■ **Given records**:
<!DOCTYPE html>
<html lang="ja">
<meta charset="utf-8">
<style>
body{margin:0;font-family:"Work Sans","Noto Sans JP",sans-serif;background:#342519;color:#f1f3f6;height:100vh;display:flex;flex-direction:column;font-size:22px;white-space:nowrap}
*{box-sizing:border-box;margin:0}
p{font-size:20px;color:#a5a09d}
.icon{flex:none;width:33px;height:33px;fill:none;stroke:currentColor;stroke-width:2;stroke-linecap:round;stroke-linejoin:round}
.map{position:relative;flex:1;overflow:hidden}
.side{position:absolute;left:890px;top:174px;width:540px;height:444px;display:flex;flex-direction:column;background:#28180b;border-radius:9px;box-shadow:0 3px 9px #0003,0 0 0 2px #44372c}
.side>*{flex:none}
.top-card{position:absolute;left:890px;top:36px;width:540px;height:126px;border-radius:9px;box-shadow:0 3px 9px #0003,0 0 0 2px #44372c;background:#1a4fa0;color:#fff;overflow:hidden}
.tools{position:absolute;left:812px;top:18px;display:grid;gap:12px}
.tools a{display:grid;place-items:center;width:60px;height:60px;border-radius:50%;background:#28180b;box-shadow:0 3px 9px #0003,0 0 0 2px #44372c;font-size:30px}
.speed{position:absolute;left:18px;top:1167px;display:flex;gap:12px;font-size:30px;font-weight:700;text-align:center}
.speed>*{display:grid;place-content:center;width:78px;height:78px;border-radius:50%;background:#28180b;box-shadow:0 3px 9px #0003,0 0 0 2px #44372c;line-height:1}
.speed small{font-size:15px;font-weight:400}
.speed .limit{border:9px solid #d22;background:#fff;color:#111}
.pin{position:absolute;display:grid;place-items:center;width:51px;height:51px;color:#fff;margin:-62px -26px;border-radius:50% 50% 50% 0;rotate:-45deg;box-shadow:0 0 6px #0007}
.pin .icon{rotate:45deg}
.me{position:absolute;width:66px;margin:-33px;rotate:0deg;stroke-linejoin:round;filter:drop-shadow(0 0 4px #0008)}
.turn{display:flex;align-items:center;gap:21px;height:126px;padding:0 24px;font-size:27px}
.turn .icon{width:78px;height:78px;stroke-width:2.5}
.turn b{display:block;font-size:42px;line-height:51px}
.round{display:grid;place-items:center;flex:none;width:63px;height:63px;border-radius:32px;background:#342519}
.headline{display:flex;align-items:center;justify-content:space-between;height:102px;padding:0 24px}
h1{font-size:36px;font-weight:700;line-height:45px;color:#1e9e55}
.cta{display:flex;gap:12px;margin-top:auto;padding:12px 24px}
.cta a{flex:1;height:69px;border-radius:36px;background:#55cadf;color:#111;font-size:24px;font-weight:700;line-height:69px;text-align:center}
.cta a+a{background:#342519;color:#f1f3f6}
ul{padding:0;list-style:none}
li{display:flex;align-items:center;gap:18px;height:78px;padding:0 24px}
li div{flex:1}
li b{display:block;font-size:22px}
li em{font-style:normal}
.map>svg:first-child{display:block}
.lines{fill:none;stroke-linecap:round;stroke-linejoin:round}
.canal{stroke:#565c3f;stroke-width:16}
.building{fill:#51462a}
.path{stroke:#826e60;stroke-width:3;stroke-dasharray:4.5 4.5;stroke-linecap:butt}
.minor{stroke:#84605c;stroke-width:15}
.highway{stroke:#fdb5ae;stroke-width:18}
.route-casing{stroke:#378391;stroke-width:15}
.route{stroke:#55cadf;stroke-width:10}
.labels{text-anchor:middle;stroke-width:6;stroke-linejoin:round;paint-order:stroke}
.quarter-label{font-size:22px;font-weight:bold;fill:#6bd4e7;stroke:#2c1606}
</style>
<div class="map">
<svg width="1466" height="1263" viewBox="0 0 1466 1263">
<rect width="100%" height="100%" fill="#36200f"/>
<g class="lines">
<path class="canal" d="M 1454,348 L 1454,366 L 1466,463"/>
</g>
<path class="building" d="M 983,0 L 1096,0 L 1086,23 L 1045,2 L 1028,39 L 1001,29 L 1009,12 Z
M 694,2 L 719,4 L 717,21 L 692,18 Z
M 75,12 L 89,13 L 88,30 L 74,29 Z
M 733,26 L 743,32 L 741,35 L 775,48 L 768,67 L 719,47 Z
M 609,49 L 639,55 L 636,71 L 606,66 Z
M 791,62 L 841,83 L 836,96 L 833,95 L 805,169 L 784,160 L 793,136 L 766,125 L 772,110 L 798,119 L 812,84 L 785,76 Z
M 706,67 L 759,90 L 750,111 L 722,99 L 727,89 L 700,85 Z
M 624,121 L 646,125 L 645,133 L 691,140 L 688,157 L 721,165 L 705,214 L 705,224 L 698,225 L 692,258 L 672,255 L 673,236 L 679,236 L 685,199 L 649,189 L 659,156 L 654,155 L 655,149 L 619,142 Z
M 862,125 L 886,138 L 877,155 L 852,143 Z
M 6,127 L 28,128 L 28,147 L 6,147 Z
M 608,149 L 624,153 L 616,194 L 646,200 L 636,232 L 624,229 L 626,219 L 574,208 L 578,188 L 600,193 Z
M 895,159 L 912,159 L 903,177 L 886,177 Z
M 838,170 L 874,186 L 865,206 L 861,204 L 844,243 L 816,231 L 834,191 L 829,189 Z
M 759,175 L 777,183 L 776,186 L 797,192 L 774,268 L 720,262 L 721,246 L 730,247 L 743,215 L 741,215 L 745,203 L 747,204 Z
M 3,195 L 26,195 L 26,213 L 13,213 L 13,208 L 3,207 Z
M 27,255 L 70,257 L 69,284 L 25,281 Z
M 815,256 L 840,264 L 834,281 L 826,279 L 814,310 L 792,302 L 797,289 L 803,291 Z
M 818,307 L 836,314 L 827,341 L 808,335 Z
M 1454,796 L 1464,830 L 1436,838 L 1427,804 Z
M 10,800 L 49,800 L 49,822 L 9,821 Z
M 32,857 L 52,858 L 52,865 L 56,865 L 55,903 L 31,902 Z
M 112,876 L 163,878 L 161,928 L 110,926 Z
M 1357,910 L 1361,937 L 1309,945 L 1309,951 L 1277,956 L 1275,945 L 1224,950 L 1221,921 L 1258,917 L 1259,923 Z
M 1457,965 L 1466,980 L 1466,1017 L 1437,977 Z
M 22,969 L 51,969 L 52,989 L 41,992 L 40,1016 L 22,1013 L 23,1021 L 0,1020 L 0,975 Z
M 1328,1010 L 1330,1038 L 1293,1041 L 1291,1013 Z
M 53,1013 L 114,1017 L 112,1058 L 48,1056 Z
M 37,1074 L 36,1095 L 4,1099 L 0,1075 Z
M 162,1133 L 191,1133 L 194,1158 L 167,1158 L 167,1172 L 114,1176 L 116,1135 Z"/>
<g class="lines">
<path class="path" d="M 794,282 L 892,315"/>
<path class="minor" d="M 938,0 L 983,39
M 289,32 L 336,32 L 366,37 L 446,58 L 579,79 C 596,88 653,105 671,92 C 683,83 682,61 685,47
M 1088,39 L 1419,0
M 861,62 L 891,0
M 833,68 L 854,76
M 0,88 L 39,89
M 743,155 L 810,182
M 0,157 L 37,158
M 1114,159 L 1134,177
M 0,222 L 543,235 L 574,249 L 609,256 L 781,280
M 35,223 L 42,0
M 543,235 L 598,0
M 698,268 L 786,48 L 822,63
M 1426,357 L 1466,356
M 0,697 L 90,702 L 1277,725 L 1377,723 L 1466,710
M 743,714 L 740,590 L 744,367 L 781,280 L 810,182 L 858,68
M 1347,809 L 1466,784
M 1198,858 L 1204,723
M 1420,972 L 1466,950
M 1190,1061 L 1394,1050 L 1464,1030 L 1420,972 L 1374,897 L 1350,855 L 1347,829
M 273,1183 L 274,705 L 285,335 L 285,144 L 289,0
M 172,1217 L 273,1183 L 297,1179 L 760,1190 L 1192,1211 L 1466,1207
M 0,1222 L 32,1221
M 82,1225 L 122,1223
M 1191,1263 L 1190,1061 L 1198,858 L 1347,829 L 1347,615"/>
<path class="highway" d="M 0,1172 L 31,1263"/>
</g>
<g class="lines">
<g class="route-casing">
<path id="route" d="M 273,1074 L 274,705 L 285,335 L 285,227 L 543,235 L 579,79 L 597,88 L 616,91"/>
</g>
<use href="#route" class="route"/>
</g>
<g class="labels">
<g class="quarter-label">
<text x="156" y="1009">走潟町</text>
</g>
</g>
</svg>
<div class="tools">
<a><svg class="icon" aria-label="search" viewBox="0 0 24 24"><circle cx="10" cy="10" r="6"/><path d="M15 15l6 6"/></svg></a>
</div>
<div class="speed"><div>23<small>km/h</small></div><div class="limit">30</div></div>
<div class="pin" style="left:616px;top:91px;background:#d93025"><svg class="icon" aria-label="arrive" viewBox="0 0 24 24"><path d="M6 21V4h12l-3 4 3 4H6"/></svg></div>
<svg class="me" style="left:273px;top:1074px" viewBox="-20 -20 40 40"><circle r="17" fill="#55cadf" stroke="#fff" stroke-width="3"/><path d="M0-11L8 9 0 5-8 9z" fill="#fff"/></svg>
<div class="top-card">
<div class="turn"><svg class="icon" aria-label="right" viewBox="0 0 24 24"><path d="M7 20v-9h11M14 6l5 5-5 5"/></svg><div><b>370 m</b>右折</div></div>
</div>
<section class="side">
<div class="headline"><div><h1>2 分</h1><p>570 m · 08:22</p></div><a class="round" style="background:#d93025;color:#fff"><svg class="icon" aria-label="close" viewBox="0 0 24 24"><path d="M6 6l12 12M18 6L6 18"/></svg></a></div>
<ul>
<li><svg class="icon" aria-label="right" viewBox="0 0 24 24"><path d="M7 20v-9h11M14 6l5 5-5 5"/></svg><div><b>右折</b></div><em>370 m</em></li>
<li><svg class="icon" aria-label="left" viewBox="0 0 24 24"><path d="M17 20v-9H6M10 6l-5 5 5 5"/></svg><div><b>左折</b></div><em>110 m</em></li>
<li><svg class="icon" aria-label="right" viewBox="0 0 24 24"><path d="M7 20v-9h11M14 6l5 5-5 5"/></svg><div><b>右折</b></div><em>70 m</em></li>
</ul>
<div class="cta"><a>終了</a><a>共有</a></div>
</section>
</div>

■ **Task directions**: From the records above, pull every line that has the string "absolute" and copy it.

■ **Solution for this task**:
.side{position:absolute;left:890px;top:174px;width:540px;height:444px;display:flex;flex-direction:column;background:#28180b;border-radius:9px;box-shadow:0 3px 9px #0003,0 0 0 2px #44372c}
.top-card{position:absolute;left:890px;top:36px;width:540px;height:126px;border-radius:9px;box-shadow:0 3px 9px #0003,0 0 0 2px #44372c;background:#1a4fa0;color:#fff;overflow:hidden}
.tools{position:absolute;left:812px;top:18px;display:grid;gap:12px}
.speed{position:absolute;left:18px;top:1167px;display:flex;gap:12px;font-size:30px;font-weight:700;text-align:center}
.pin{position:absolute;display:grid;place-items:center;width:51px;height:51px;color:#fff;margin:-62px -26px;border-radius:50% 50% 50% 0;rotate:-45deg;box-shadow:0 0 6px #0007}
.me{position:absolute;width:66px;margin:-33px;rotate:0deg;stroke-linejoin:round;filter:drop-shadow(0 0 4px #0008)}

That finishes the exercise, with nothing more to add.